In [1]:
import torch
import torch.nn.functional as F
import torch.nn as nn
import numpy as np
from IPython import display
import math

## 1. Scaled Dot-product Self Attention

In [52]:
display.Image('Attention_components.jpeg', width=600)

<IPython.core.display.Image object>

In [54]:
display.Image('scaled_attention.jpeg', width=350)

<IPython.core.display.Image object>

In [61]:
d_k = 64  #Q(=K) dimension
d_v = 64

class ScaledDotProductAttention(nn.Module):
    def __init__(self):
        super(ScaledDotProductAttention, self).__init__()        
    def forward(self, Q, K, V, attn_mask):
        
        scores = torch.matmul(Q, K.transpose(-1, -2)) / np.sqrt(d_k) 
          
        scores.masked_fill_(attn_mask, -1e9) 
        
        weights = nn.Softmax(dim=-1)(scores) 
        
        context = torch.matmul(weights, V) 
         
        return context, weights # 返回上下文向量和注意力分数


In [10]:
display.Image('Multi head Attention.jpeg', width = 650)

<IPython.core.display.Image object>

In [67]:
d_embedding = 512
n_heads = 8
batch_size = 3  

class MultiHeadAttention(nn.Module):
    def __init__(self):
        super(MultiHeadAttention, self).__init__()

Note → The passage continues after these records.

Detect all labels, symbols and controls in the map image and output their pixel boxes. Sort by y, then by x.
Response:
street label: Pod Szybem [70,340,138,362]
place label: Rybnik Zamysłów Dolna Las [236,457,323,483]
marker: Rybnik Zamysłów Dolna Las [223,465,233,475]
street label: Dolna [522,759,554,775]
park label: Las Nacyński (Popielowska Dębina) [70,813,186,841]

        self.W_Q = nn.Linear(d_embedding,d_k*n_heads)  # Q linear layer->input:d_embedding, output:dim_k*n_heads
        self.W_K = nn.Linear(d_embedding,d_k*n_heads)
        self.W_V = nn.Linear(d_embedding,d_v*n_heads)
        self.linear = nn.Linear(n_heads * d_v, d_embedding)
        self.layer_norm = nn.LayerNorm(d_embedding)

    def forward(self, Q, K, V, attn_mask):

        ## Q, K, V[batch_size, len_q/k/v, embedding_dim]

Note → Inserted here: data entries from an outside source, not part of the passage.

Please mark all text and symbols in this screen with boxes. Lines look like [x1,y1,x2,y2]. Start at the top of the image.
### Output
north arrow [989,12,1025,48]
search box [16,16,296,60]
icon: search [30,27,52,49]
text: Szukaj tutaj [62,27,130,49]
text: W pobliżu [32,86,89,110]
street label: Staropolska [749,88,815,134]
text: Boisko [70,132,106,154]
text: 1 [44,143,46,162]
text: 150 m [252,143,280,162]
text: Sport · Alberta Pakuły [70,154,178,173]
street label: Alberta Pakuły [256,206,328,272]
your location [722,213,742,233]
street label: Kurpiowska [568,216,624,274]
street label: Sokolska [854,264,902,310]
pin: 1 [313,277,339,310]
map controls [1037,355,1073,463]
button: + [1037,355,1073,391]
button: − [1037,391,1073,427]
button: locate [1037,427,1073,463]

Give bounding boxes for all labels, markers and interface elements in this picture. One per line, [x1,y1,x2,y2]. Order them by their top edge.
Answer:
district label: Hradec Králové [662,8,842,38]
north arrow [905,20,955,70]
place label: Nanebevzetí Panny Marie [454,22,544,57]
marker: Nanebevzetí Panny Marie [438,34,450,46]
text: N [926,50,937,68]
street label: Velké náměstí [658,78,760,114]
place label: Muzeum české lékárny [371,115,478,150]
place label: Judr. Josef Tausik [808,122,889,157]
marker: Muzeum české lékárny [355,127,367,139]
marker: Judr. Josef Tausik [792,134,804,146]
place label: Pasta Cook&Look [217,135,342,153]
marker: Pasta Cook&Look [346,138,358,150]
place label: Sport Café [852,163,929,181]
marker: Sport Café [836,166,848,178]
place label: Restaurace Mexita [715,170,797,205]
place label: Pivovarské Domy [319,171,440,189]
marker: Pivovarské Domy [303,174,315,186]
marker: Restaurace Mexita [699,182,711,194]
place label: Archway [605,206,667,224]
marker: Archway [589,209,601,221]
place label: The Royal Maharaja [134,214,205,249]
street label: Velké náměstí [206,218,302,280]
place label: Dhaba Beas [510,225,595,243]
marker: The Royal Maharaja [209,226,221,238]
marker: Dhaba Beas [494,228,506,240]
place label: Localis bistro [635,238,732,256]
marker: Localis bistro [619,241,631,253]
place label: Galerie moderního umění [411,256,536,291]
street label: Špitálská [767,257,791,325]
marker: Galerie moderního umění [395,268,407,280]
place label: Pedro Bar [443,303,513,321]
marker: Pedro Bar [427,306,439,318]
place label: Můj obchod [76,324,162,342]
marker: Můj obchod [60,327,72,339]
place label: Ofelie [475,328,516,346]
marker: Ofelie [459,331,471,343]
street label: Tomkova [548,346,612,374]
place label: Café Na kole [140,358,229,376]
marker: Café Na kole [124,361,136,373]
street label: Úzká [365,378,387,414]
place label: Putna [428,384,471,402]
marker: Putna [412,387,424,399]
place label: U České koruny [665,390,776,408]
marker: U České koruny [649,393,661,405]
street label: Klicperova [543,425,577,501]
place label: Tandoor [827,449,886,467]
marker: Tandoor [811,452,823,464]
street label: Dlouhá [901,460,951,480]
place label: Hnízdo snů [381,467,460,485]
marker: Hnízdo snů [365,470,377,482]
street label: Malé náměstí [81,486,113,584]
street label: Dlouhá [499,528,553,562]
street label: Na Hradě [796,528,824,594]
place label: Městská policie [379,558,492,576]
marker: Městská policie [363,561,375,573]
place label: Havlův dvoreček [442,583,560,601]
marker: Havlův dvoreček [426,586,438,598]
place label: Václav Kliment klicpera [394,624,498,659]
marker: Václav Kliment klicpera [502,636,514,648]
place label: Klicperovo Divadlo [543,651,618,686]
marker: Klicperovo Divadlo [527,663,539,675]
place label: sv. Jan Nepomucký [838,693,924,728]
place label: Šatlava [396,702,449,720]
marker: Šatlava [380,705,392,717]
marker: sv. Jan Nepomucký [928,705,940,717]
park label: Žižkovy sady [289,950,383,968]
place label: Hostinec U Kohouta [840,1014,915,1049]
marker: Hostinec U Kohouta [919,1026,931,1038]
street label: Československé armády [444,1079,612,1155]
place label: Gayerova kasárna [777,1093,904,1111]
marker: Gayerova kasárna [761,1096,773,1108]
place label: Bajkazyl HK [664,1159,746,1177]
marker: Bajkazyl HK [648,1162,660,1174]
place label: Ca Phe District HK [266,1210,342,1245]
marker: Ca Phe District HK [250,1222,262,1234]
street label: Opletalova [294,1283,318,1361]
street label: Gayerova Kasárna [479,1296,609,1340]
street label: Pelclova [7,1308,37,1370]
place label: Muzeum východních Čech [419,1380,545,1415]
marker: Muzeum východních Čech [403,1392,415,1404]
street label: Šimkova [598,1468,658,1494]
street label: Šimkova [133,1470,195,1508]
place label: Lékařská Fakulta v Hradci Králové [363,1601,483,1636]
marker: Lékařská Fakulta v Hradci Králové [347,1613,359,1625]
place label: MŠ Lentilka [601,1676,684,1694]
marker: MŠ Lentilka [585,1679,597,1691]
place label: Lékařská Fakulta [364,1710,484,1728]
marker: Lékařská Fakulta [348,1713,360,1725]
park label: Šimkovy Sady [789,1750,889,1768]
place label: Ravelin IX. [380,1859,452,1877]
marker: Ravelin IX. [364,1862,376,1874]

        residual, batch_size = Q, Q.size(0)

        # step 1,2,3
        # view() convert d_k*n_heads to [n_heads, d_k], 
        # -1 is a placeholder for len_q/k/v, which is infered by other dimensions
        # transpose() exchange 2nd and 3rd dimension
        q_s = self.W_Q(Q).view(batch_size, -1, n_heads, d_k).transpose(1,2)
        k_s = self.W_K(K).view(batch_size, -1, n_heads, d_k).transpose(1,2)
        v_s = self.W_V(V).view(batch_size, -1, n_heads, d_v).transpose(1,2)
        
        ## q_s, k_s, v_s[batch_size, n_heads, len_q/k/v, d_k/d_v]

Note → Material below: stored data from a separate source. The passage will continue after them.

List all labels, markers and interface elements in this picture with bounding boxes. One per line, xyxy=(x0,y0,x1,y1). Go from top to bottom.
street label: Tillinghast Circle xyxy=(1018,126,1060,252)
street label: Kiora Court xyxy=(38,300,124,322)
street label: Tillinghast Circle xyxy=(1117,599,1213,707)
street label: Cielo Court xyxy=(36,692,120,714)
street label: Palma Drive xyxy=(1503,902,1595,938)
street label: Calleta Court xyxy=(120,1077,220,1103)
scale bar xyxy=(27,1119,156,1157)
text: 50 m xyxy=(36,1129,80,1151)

        ## attn_mask [batch_size, len_q, len_k]
        ## with unsqueeze(1) [batch_size, 1, len_q, len_k]
        attn_mask = attn_mask.unsqueeze(1).repeat(1,n_heads, 1,1)
        ## attn_mask becomes [batch_size, n_heads, len_q, len_k]

        #step 4
        context, attn_weights = ScaledDotProductAttention()(q_s, k_s, v_s, attn_mask)
        ## context [batch_size, n_heads, len_q, d_v]
        ## weight [batch_size, n_heads, len_q, len_k]

        #step 5
        context = context.transpose(1,2).contiguous().view(batch_size, -1, n_heads*d_v)
        ## context [batch_size, len_q, n_heads*d_v]
        
        #step 6
        output = self.linear(context)

        output = self.layer_norm(output+residual)
        ## output [batch_size, len_q, embedding_dim]
       
        return output, attn_weights

## 2. Position-wise Feed-Forward Network
- the FNN process on each position of attention results independantly
- keeps the orignial sequence as is: no distube, no combination, no repeats
- so attention is all you need. 

In [70]:
class PoswiseFeedForward(nn.Module):
    def __init__(self, d_ff=2048):
        super(PoswiseFeedForward, self).__init__()

        self.conv1 = nn.Conv1d(in_channels=d_embedding, out_channels=d_ff, kernel_size=1)
        self.conv2 = nn.Conv1d(in_channels=d_ff, out_channels=d_embedding, kernel_size=1)
        self.layer_norm = nn.LayerNorm(d_embedding)

    def forward(self, inputs):

        ## inputs [batch_size, len_q, embedding_dim]
        residual = inputs
        output = nn.ReLU()(self.conv1(inputs.transpose(1,2)))
        ## output [batch_size, d_ff, len_q]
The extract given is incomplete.